Given data =
-- Opening Marker --

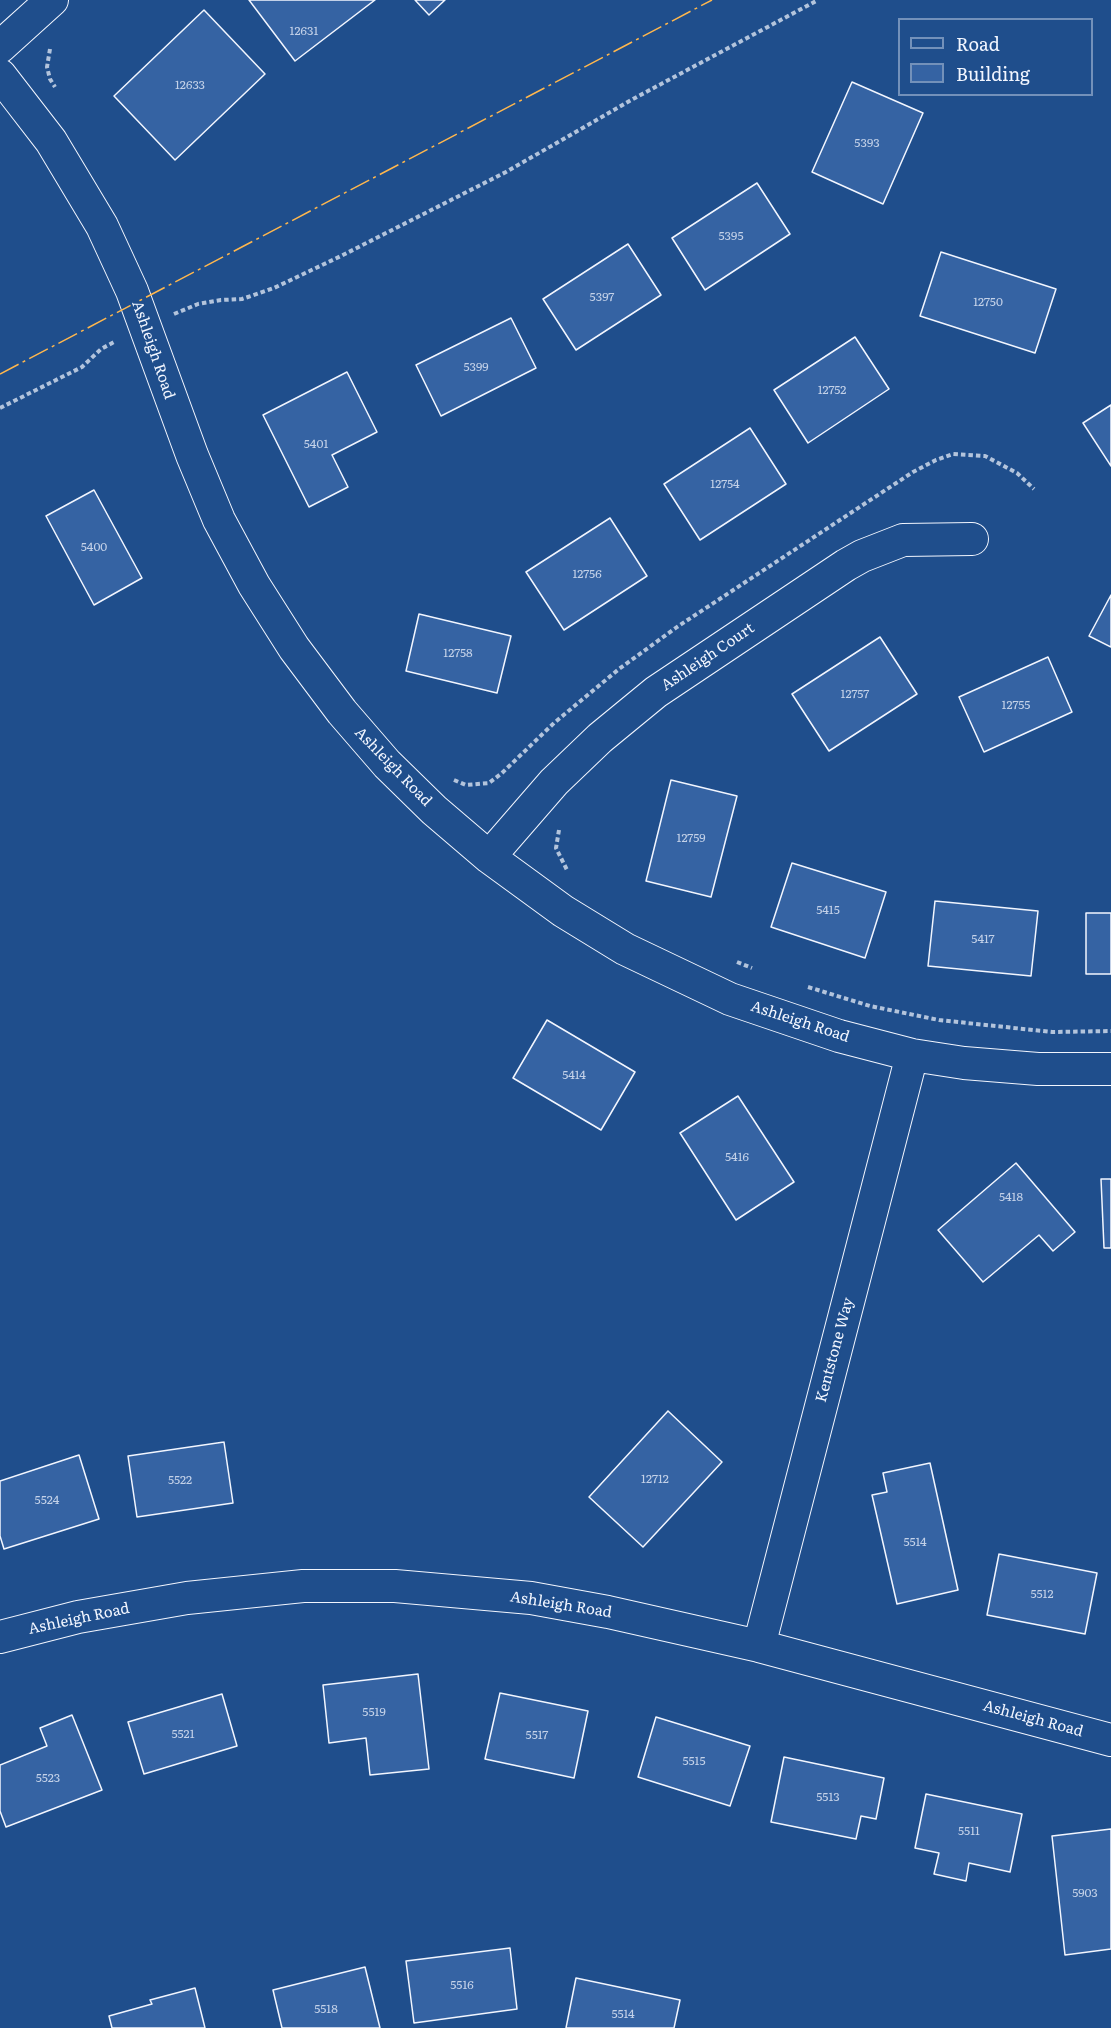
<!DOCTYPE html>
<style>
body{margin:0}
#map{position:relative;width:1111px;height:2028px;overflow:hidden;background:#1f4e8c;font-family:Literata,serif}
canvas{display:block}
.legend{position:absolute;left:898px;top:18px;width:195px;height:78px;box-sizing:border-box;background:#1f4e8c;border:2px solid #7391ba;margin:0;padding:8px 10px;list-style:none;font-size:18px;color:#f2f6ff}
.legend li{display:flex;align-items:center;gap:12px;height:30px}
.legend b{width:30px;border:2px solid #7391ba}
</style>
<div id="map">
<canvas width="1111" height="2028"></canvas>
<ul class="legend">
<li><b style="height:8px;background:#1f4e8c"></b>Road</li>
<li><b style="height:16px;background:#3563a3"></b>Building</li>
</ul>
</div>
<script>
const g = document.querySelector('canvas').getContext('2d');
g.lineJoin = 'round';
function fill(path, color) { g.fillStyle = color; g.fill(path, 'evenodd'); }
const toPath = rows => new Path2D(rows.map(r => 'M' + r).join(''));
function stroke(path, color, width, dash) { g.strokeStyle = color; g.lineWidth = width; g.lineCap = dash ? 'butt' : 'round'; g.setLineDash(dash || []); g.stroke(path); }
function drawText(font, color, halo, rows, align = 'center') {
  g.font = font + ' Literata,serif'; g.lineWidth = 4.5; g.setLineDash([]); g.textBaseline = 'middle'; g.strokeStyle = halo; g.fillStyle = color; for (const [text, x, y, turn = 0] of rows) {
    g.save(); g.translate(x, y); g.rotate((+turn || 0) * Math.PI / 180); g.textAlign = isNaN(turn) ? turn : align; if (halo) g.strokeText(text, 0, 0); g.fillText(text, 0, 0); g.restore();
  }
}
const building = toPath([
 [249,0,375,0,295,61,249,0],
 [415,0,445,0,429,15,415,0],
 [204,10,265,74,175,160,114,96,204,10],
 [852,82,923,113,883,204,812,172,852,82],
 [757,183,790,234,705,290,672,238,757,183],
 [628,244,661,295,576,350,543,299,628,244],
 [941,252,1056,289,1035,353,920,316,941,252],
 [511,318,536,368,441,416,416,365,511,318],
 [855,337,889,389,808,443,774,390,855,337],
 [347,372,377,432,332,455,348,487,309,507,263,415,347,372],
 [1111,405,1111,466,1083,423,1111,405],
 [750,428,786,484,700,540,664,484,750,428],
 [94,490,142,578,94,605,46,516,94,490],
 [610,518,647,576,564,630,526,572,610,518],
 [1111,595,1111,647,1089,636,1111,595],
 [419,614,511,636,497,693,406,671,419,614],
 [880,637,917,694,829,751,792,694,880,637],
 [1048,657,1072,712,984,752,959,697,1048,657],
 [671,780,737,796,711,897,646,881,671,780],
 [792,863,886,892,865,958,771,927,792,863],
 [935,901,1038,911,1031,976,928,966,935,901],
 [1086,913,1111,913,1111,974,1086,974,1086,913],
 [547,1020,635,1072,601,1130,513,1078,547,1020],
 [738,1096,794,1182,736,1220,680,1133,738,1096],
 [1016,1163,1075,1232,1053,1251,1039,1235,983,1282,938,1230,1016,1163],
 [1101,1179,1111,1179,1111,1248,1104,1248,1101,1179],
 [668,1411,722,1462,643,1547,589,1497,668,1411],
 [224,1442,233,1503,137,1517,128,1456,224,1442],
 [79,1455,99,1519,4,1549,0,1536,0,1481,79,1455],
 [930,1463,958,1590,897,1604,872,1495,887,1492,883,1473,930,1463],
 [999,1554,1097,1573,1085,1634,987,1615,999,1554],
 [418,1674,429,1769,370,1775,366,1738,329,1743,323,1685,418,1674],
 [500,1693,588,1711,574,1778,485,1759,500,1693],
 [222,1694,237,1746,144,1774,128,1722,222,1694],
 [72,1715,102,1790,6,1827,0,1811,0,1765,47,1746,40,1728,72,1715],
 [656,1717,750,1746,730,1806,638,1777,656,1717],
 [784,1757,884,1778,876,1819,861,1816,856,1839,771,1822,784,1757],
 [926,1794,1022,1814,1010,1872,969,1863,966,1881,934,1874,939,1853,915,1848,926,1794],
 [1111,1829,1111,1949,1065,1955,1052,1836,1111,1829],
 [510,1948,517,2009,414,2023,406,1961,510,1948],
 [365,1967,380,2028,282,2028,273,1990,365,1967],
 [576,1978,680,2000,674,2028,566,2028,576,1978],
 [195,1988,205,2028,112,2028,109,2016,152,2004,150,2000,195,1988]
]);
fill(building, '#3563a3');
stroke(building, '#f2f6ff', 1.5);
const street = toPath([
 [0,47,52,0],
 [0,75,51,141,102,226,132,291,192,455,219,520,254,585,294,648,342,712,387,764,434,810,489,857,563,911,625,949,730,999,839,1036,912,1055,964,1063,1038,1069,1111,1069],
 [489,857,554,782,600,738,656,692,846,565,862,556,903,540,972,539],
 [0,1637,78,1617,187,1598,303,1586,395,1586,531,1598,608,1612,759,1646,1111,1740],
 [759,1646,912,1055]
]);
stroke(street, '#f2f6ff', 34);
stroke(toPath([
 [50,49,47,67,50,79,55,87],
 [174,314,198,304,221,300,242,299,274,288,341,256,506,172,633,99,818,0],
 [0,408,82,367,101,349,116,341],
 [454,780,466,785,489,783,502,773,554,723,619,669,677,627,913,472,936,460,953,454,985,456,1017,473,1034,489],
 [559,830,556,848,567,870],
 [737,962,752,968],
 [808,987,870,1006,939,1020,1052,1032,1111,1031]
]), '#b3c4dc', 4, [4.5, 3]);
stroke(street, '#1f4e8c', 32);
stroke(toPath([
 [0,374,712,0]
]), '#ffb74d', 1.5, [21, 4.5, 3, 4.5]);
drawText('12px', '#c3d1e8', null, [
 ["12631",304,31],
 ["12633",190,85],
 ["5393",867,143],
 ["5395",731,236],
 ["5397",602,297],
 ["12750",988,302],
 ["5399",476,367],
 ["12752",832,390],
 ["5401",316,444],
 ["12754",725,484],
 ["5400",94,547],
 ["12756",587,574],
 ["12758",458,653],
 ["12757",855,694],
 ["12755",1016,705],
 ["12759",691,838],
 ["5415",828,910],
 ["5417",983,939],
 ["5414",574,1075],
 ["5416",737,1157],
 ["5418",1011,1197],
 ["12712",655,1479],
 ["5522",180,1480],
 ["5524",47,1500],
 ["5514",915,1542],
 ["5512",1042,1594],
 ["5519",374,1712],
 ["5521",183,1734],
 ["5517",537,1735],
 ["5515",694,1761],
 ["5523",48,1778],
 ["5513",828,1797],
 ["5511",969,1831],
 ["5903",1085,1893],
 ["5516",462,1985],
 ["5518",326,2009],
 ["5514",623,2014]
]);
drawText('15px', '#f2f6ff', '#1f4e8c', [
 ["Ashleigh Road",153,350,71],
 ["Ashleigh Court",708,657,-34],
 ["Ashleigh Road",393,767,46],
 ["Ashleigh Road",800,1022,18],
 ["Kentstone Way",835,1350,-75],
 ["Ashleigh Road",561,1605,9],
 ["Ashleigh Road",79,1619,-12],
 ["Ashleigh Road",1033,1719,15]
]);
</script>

-- Closing Marker --

Assigned task = Filter the records above for "fillStyle" and copy every matching line.

Result =
function fill(path, color) { g.fillStyle = color; g.fill(path, 'evenodd'); }
  g.font = font + ' Literata,serif'; g.lineWidth = 4.5; g.setLineDash([]); g.textBaseline = 'middle'; g.strokeStyle = halo; g.fillStyle = color; for (const [text, x, y, turn = 0] of rows) {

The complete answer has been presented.